◆ **THE RECORDS**:
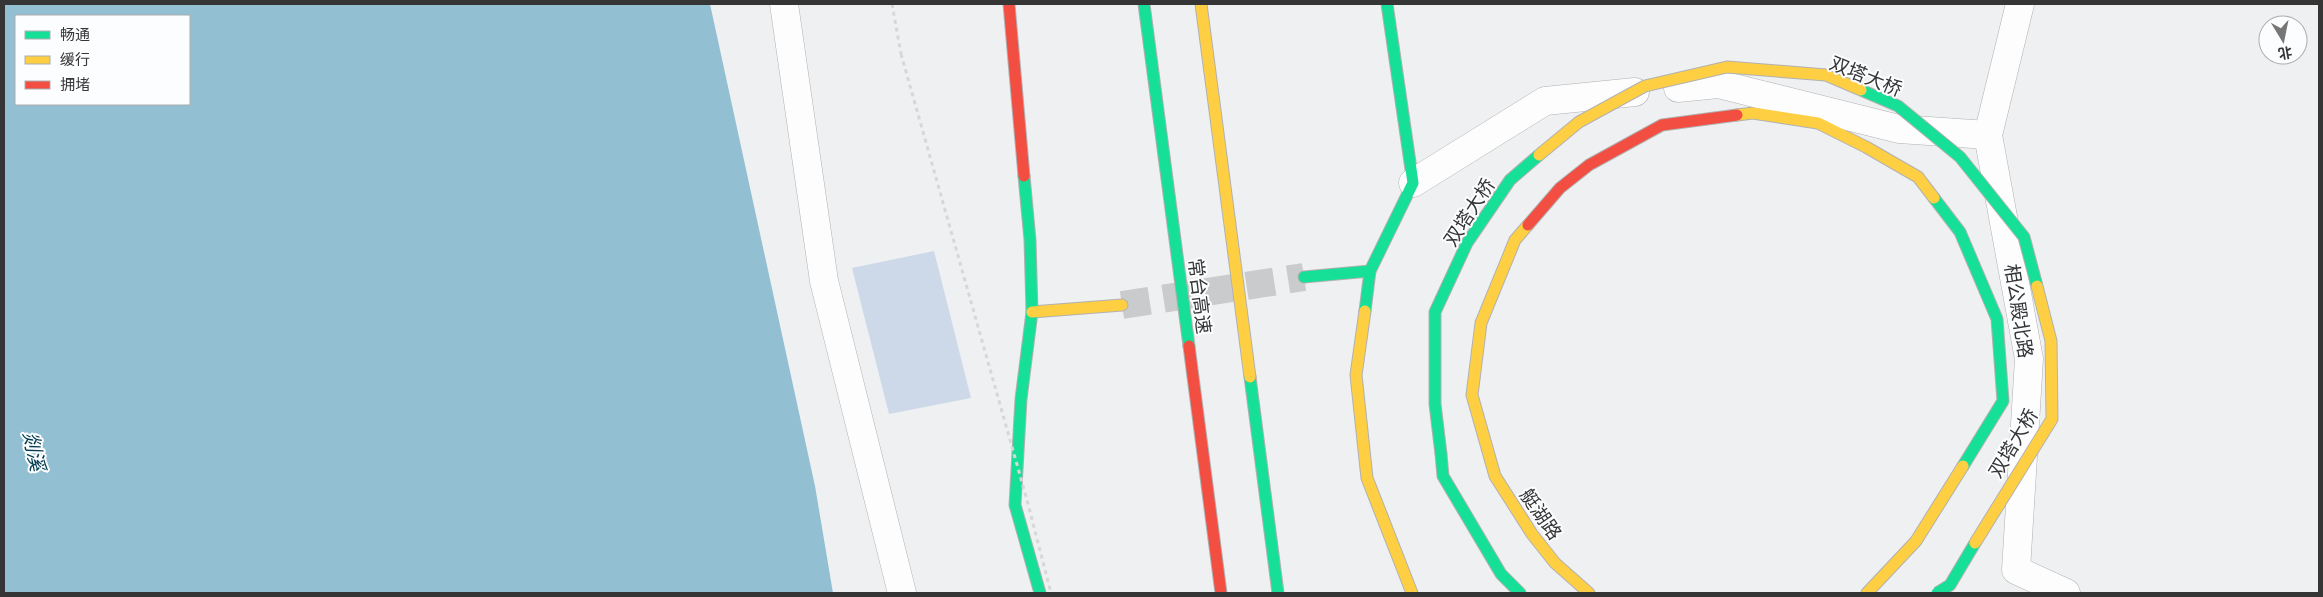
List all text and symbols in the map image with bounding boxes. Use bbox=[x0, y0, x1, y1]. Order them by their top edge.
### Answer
legend bbox=[15, 15, 190, 105]
north arrow bbox=[2258, 15, 2308, 65]
text: 畅通 bbox=[60, 23, 90, 46]
text: 北 bbox=[2277, 42, 2294, 65]
text: 缓行 bbox=[60, 48, 90, 71]
street label: 双塔大桥 bbox=[1826, 48, 1907, 103]
text: 拥堵 bbox=[60, 73, 90, 96]
street label: 双塔大桥 bbox=[1436, 172, 1501, 252]
street label: 常台高速 bbox=[1181, 256, 1220, 335]
street label: 相公殿北路 bbox=[1998, 262, 2041, 360]
street label: 双塔大桥 bbox=[1981, 403, 2045, 483]
water label: 剡溪 bbox=[15, 428, 54, 476]
street label: 艇湖路 bbox=[1513, 482, 1570, 545]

◆ **DIRECTIONS FOR THIS TASK**: Copy out the entries above in full and exactly, skipping every picture.

◆ **ANSWER SECTION**:
List all text and symbols in the map image with bounding boxes. Use bbox=[x0, y0, x1, y1]. Order them by their top edge.
### Answer
legend bbox=[15, 15, 190, 105]
north arrow bbox=[2258, 15, 2308, 65]
text: 畅通 bbox=[60, 23, 90, 46]
text: 北 bbox=[2277, 42, 2294, 65]
text: 缓行 bbox=[60, 48, 90, 71]
street label: 双塔大桥 bbox=[1826, 48, 1907, 103]
text: 拥堵 bbox=[60, 73, 90, 96]
street label: 双塔大桥 bbox=[1436, 172, 1501, 252]
street label: 常台高速 bbox=[1181, 256, 1220, 335]
street label: 相公殿北路 bbox=[1998, 262, 2041, 360]
street label: 双塔大桥 bbox=[1981, 403, 2045, 483]
water label: 剡溪 bbox=[15, 428, 54, 476]
street label: 艇湖路 bbox=[1513, 482, 1570, 545]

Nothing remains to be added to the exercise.